What the task requires:
Copy all the entries below exactly, but not the pictures.
· · ·
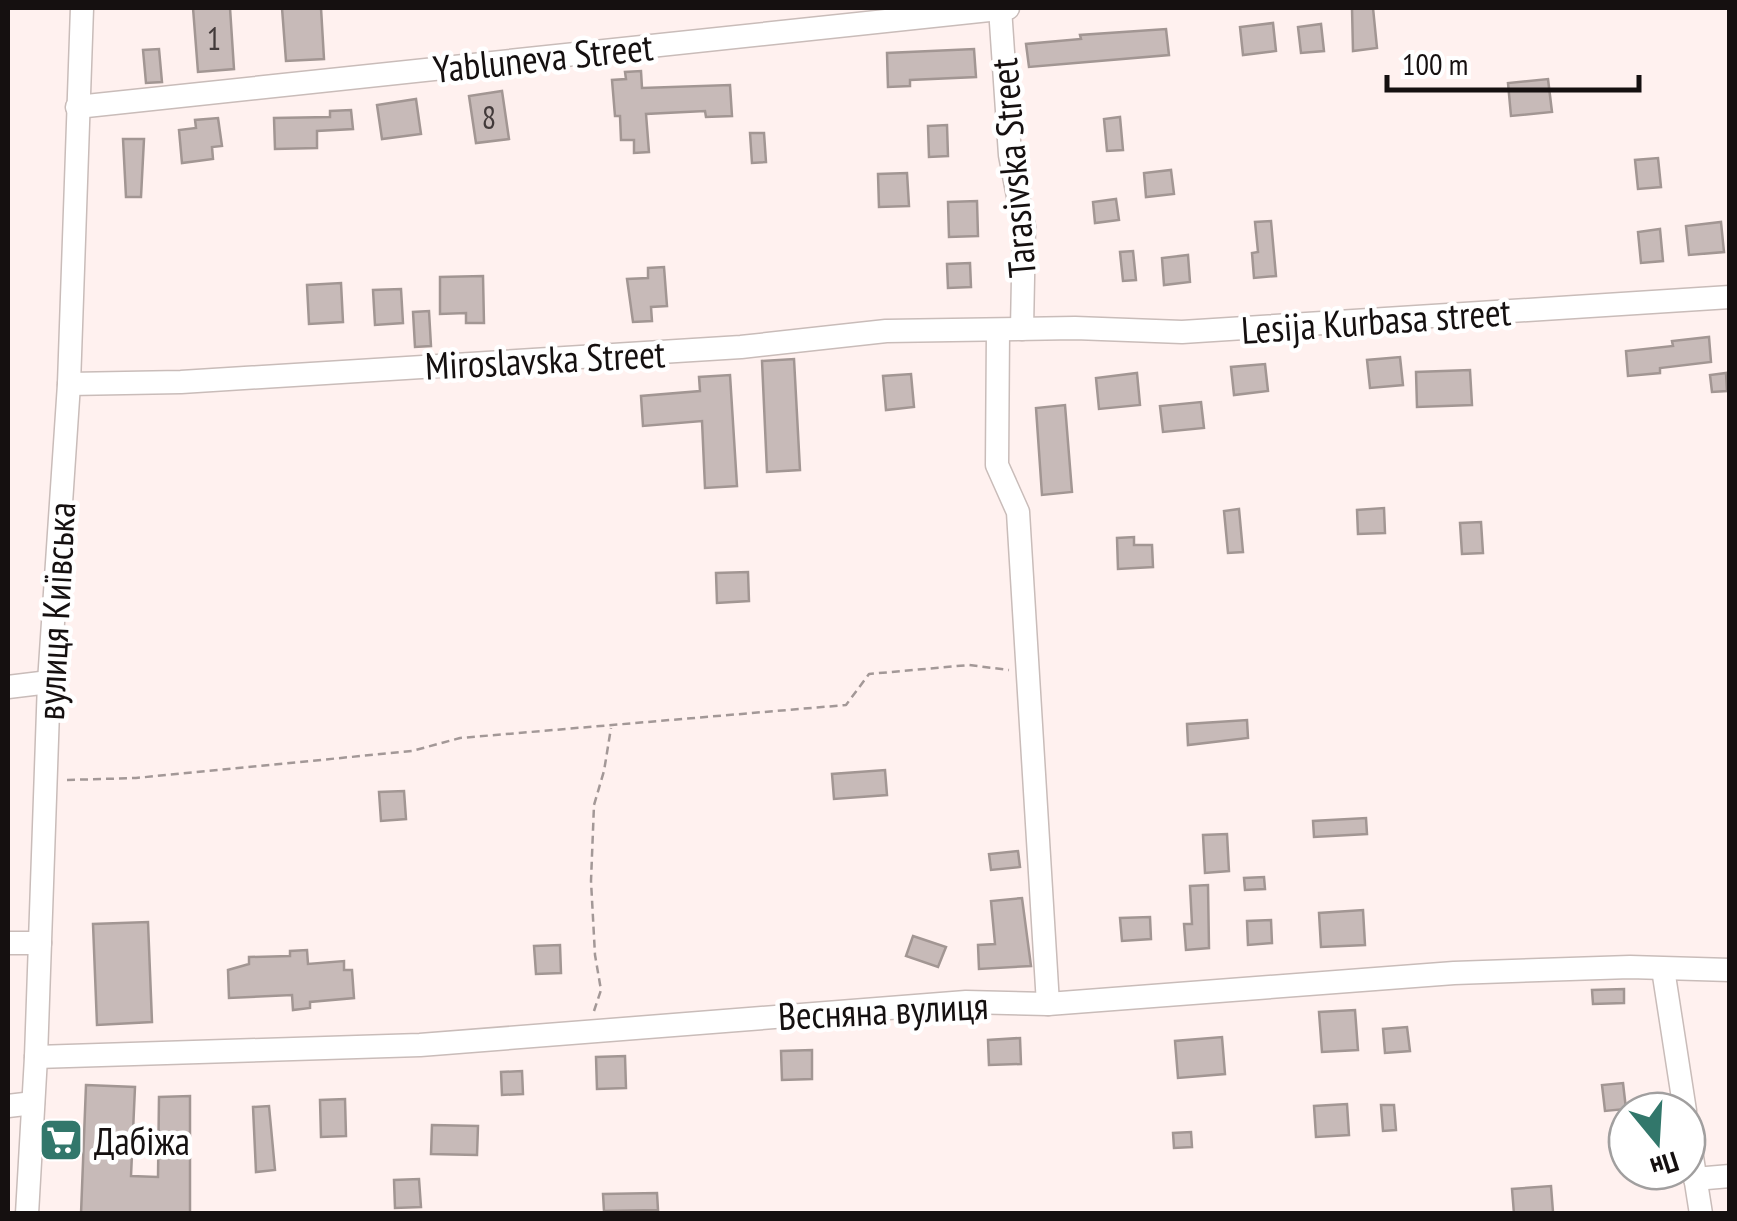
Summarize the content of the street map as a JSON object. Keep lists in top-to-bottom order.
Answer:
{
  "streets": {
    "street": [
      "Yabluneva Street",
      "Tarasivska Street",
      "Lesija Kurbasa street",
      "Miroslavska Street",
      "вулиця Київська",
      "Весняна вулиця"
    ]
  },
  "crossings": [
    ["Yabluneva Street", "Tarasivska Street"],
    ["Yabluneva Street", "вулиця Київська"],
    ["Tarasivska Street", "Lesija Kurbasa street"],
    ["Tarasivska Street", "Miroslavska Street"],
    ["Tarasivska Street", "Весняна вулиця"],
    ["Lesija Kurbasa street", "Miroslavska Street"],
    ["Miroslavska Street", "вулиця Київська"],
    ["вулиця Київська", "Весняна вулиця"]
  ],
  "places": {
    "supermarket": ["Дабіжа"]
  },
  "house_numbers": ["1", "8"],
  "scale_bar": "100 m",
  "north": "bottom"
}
· · ·
Response:
Summarize the content of the street map as a JSON object. Keep lists in top-to-bottom order.
Answer:
{
  "streets": {
    "street": [
      "Yabluneva Street",
      "Tarasivska Street",
      "Lesija Kurbasa street",
      "Miroslavska Street",
      "вулиця Київська",
      "Весняна вулиця"
    ]
  },
  "crossings": [
    ["Yabluneva Street", "Tarasivska Street"],
    ["Yabluneva Street", "вулиця Київська"],
    ["Tarasivska Street", "Lesija Kurbasa street"],
    ["Tarasivska Street", "Miroslavska Street"],
    ["Tarasivska Street", "Весняна вулиця"],
    ["Lesija Kurbasa street", "Miroslavska Street"],
    ["Miroslavska Street", "вулиця Київська"],
    ["вулиця Київська", "Весняна вулиця"]
  ],
  "places": {
    "supermarket": ["Дабіжа"]
  },
  "house_numbers": ["1", "8"],
  "scale_bar": "100 m",
  "north": "bottom"
}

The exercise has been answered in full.